- Nereson Township, Minnesota Location within the state of Minnesota Nereson Township, Minnesota Nereson Township, Minnesota (the United States)
- Coordinates: 48°40′47″N 95°56′28″W﻿ / ﻿48.67972°N 95.94111°W
- Country: United States
- State: Minnesota
- County: Roseau

Area
- • Total: 36.3 sq mi (93.9 km^{2})
- • Land: 36.3 sq mi (93.9 km^{2})
- • Water: 0 sq mi (0.0 km^{2})
- Elevation: 1,125 ft (343 m)

Population (2000)
- • Total: 69
- • Density: 1.8/sq mi (0.7/km^{2})
- Time zone: UTC-6 (Central (CST))
- • Summer (DST): UTC-5 (CDT)
- FIPS code: 27-45178
- GNIS feature ID: 0665077

= Nereson Township, Roseau County, Minnesota =

Township in Minnesota, United States

Nereson Township is a township in Roseau County, Minnesota, United States. The population was 69 at the 2000 census.

Nereson Township was named for Knut Neresen, a Norwegian settler.

==Geography==
According to the United States Census Bureau, the township has a total area of 36.3 square miles (93.9 km^{2}), all land.

==Demographics==
As of the census of 2000, there were 69 people, 29 households, and 20 families residing in the township. The population density was 1.9 people per square mile (0.7/km^{2}). There were 34 housing units at an average density of 0.9/sq mi (0.4/km^{2}). The racial makeup of the township was 100.00% White.

There were 29 households, out of which 27.6% had children under the age of 18 living with them, 69.0% were married couples living together, and 27.6% were non-families. 27.6% of all households were made up of individuals, and 6.9% had someone living alone who was 65 years of age or older. The average household size was 2.38 and the average family size was 2.90.

In the township the population was spread out, with 18.8% under the age of 18, 5.8% from 18 to 24, 30.4% from 25 to 44, 30.4% from 45 to 64, and 14.5% who were 65 years of age or older. The median age was 42 years. For every 100 females, there were 130.0 males. For every 100 females age 18 and over, there were 133.3 males.

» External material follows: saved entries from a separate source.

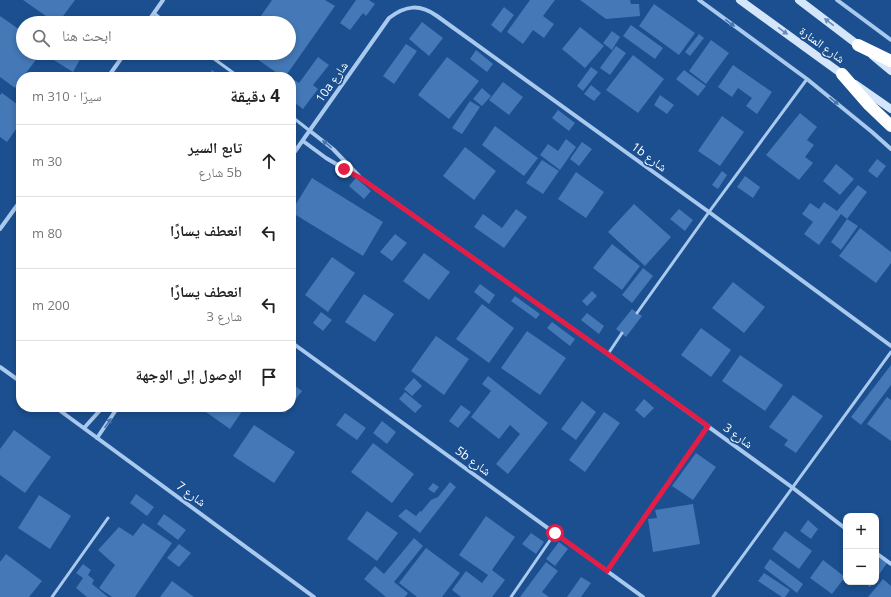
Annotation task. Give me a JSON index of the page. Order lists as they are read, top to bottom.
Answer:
{
  "streets": {
    "main road": ["شارع المنارة"],
    "street": [
      "10a شارع",
      "1b شارع",
      "شارع 3",
      "5b شارع",
      "شارع 7"
    ]
  },
  "crossings": [
    ["10a شارع", "1b شارع"],
    ["10a شارع", "شارع 3"]
  ],
  "page": {
    "search": "ابحث هنا",
    "heading": ["4 دقيقة", "سيرًا · 310 m"],
    "list": [
      ["تابع السير", "5b شارع", "30 m"],
      ["انعطف يسارًا", "80 m"],
      ["انعطف يسارًا", "شارع 3", "200 m"],
      "الوصول إلى الوجهة"
    ],
    "map_buttons": ["+", "−"]
  }
}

The median income for a household in the township was $29,375, and the median income for a family was $50,833. Males had a median income of $23,000 versus $12,188 for females. The per capita income for the township was $13,899. There were no families and 2.3% of the population living below the poverty line, including no under eighteens and none of those over 64.